--- THE TASK ---
Exact copies of all the records are the expected output.

--- MATERIAL PROVIDED ---
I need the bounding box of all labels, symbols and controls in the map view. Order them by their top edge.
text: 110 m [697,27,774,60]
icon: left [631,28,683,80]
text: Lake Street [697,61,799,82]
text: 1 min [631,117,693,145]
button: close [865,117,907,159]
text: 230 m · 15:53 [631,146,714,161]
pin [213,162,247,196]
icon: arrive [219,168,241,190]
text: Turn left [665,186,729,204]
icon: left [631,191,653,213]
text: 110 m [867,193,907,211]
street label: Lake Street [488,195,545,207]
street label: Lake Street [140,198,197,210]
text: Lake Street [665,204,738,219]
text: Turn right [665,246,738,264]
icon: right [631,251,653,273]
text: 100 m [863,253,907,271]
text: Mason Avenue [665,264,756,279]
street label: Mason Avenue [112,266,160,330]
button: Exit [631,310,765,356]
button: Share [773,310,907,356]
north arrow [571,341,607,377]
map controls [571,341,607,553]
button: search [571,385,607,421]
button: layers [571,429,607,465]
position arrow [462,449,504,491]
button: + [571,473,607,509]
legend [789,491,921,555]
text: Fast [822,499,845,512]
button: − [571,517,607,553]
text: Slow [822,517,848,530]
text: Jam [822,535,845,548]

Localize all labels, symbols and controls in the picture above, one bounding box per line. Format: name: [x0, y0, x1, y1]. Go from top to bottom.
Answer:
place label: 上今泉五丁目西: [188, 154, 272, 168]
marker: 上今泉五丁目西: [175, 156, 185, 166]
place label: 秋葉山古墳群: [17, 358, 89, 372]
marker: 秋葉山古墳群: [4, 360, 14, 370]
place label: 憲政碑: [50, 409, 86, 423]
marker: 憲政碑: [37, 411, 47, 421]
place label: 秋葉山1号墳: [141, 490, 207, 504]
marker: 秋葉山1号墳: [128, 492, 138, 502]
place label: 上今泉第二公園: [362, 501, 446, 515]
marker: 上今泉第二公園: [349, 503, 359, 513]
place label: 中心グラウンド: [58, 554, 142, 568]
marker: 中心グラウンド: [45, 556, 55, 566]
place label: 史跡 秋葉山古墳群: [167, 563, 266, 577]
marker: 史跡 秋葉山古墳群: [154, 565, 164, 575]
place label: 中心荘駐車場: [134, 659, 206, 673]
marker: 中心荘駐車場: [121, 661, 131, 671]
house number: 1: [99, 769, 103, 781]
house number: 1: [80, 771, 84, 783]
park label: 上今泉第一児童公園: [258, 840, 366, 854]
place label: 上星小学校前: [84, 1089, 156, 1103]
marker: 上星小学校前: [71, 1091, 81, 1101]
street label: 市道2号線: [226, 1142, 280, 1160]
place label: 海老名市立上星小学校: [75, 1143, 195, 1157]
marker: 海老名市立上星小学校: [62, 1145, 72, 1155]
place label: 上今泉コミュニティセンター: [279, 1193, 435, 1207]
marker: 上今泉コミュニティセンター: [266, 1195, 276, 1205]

--- FINAL ANSWER ---
I need the bounding box of all labels, symbols and controls in the map view. Order them by their top edge.
text: 110 m [697,27,774,60]
icon: left [631,28,683,80]
text: Lake Street [697,61,799,82]
text: 1 min [631,117,693,145]
button: close [865,117,907,159]
text: 230 m · 15:53 [631,146,714,161]
pin [213,162,247,196]
icon: arrive [219,168,241,190]
text: Turn left [665,186,729,204]
icon: left [631,191,653,213]
text: 110 m [867,193,907,211]
street label: Lake Street [488,195,545,207]
street label: Lake Street [140,198,197,210]
text: Lake Street [665,204,738,219]
text: Turn right [665,246,738,264]
icon: right [631,251,653,273]
text: 100 m [863,253,907,271]
text: Mason Avenue [665,264,756,279]
street label: Mason Avenue [112,266,160,330]
button: Exit [631,310,765,356]
button: Share [773,310,907,356]
north arrow [571,341,607,377]
map controls [571,341,607,553]
button: search [571,385,607,421]
button: layers [571,429,607,465]
position arrow [462,449,504,491]
button: + [571,473,607,509]
legend [789,491,921,555]
text: Fast [822,499,845,512]
button: − [571,517,607,553]
text: Slow [822,517,848,530]
text: Jam [822,535,845,548]

Localize all labels, symbols and controls in the picture above, one bounding box per line. Format: name: [x0, y0, x1, y1]. Go from top to bottom.
Answer:
place label: 上今泉五丁目西: [188, 154, 272, 168]
marker: 上今泉五丁目西: [175, 156, 185, 166]
place label: 秋葉山古墳群: [17, 358, 89, 372]
marker: 秋葉山古墳群: [4, 360, 14, 370]
place label: 憲政碑: [50, 409, 86, 423]
marker: 憲政碑: [37, 411, 47, 421]
place label: 秋葉山1号墳: [141, 490, 207, 504]
marker: 秋葉山1号墳: [128, 492, 138, 502]
place label: 上今泉第二公園: [362, 501, 446, 515]
marker: 上今泉第二公園: [349, 503, 359, 513]
place label: 中心グラウンド: [58, 554, 142, 568]
marker: 中心グラウンド: [45, 556, 55, 566]
place label: 史跡 秋葉山古墳群: [167, 563, 266, 577]
marker: 史跡 秋葉山古墳群: [154, 565, 164, 575]
place label: 中心荘駐車場: [134, 659, 206, 673]
marker: 中心荘駐車場: [121, 661, 131, 671]
house number: 1: [99, 769, 103, 781]
house number: 1: [80, 771, 84, 783]
park label: 上今泉第一児童公園: [258, 840, 366, 854]
place label: 上星小学校前: [84, 1089, 156, 1103]
marker: 上星小学校前: [71, 1091, 81, 1101]
street label: 市道2号線: [226, 1142, 280, 1160]
place label: 海老名市立上星小学校: [75, 1143, 195, 1157]
marker: 海老名市立上星小学校: [62, 1145, 72, 1155]
place label: 上今泉コミュニティセンター: [279, 1193, 435, 1207]
marker: 上今泉コミュニティセンター: [266, 1195, 276, 1205]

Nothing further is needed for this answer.